**Task to carry out**
Write each entry out again, exactly as it is written.

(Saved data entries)
>>>

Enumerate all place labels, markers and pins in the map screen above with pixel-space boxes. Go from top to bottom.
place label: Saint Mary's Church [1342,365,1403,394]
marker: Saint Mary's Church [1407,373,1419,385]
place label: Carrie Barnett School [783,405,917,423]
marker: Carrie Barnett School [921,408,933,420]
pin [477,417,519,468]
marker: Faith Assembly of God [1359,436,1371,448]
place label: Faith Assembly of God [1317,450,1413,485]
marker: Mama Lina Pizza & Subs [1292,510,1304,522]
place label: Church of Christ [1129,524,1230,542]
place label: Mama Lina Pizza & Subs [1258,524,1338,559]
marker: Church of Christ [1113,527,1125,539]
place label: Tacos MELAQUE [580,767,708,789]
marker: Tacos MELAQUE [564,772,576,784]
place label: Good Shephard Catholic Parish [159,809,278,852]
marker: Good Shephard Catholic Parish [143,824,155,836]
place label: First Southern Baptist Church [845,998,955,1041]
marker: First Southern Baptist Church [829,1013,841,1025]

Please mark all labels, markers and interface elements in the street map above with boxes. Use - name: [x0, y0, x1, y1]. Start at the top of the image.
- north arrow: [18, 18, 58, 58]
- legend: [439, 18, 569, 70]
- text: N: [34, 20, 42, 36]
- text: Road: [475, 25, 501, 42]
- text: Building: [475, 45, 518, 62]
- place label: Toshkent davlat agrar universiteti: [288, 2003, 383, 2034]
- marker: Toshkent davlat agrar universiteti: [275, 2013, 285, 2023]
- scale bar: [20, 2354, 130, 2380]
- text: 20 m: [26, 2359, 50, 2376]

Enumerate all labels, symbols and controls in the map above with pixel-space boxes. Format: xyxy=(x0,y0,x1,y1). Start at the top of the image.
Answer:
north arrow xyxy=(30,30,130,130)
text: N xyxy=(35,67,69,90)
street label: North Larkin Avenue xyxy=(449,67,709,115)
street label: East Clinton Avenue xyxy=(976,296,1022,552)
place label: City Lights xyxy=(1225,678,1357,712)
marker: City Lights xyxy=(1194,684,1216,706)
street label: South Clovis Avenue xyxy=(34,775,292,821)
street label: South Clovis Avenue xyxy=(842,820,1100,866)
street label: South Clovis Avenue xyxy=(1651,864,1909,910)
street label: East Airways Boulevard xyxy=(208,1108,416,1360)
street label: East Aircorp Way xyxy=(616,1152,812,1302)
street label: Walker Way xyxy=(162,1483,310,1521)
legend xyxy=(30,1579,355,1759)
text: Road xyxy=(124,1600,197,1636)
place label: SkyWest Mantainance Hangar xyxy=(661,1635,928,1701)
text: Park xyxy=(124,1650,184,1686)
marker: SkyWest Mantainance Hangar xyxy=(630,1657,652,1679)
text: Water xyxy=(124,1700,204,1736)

<<<

**Response below**
Enumerate all place labels, markers and pins in the map screen above with pixel-space boxes. Go from top to bottom.
place label: Saint Mary's Church [1342,365,1403,394]
marker: Saint Mary's Church [1407,373,1419,385]
place label: Carrie Barnett School [783,405,917,423]
marker: Carrie Barnett School [921,408,933,420]
pin [477,417,519,468]
marker: Faith Assembly of God [1359,436,1371,448]
place label: Faith Assembly of God [1317,450,1413,485]
marker: Mama Lina Pizza & Subs [1292,510,1304,522]
place label: Church of Christ [1129,524,1230,542]
place label: Mama Lina Pizza & Subs [1258,524,1338,559]
marker: Church of Christ [1113,527,1125,539]
place label: Tacos MELAQUE [580,767,708,789]
marker: Tacos MELAQUE [564,772,576,784]
place label: Good Shephard Catholic Parish [159,809,278,852]
marker: Good Shephard Catholic Parish [143,824,155,836]
place label: First Southern Baptist Church [845,998,955,1041]
marker: First Southern Baptist Church [829,1013,841,1025]

Please mark all labels, markers and interface elements in the street map above with boxes. Use - name: [x0, y0, x1, y1]. Start at the top of the image.
- north arrow: [18, 18, 58, 58]
- legend: [439, 18, 569, 70]
- text: N: [34, 20, 42, 36]
- text: Road: [475, 25, 501, 42]
- text: Building: [475, 45, 518, 62]
- place label: Toshkent davlat agrar universiteti: [288, 2003, 383, 2034]
- marker: Toshkent davlat agrar universiteti: [275, 2013, 285, 2023]
- scale bar: [20, 2354, 130, 2380]
- text: 20 m: [26, 2359, 50, 2376]

Enumerate all labels, symbols and controls in the map above with pixel-space boxes. Format: xyxy=(x0,y0,x1,y1). Start at the top of the image.
Answer:
north arrow xyxy=(30,30,130,130)
text: N xyxy=(35,67,69,90)
street label: North Larkin Avenue xyxy=(449,67,709,115)
street label: East Clinton Avenue xyxy=(976,296,1022,552)
place label: City Lights xyxy=(1225,678,1357,712)
marker: City Lights xyxy=(1194,684,1216,706)
street label: South Clovis Avenue xyxy=(34,775,292,821)
street label: South Clovis Avenue xyxy=(842,820,1100,866)
street label: South Clovis Avenue xyxy=(1651,864,1909,910)
street label: East Airways Boulevard xyxy=(208,1108,416,1360)
street label: East Aircorp Way xyxy=(616,1152,812,1302)
street label: Walker Way xyxy=(162,1483,310,1521)
legend xyxy=(30,1579,355,1759)
text: Road xyxy=(124,1600,197,1636)
place label: SkyWest Mantainance Hangar xyxy=(661,1635,928,1701)
text: Park xyxy=(124,1650,184,1686)
marker: SkyWest Mantainance Hangar xyxy=(630,1657,652,1679)
text: Water xyxy=(124,1700,204,1736)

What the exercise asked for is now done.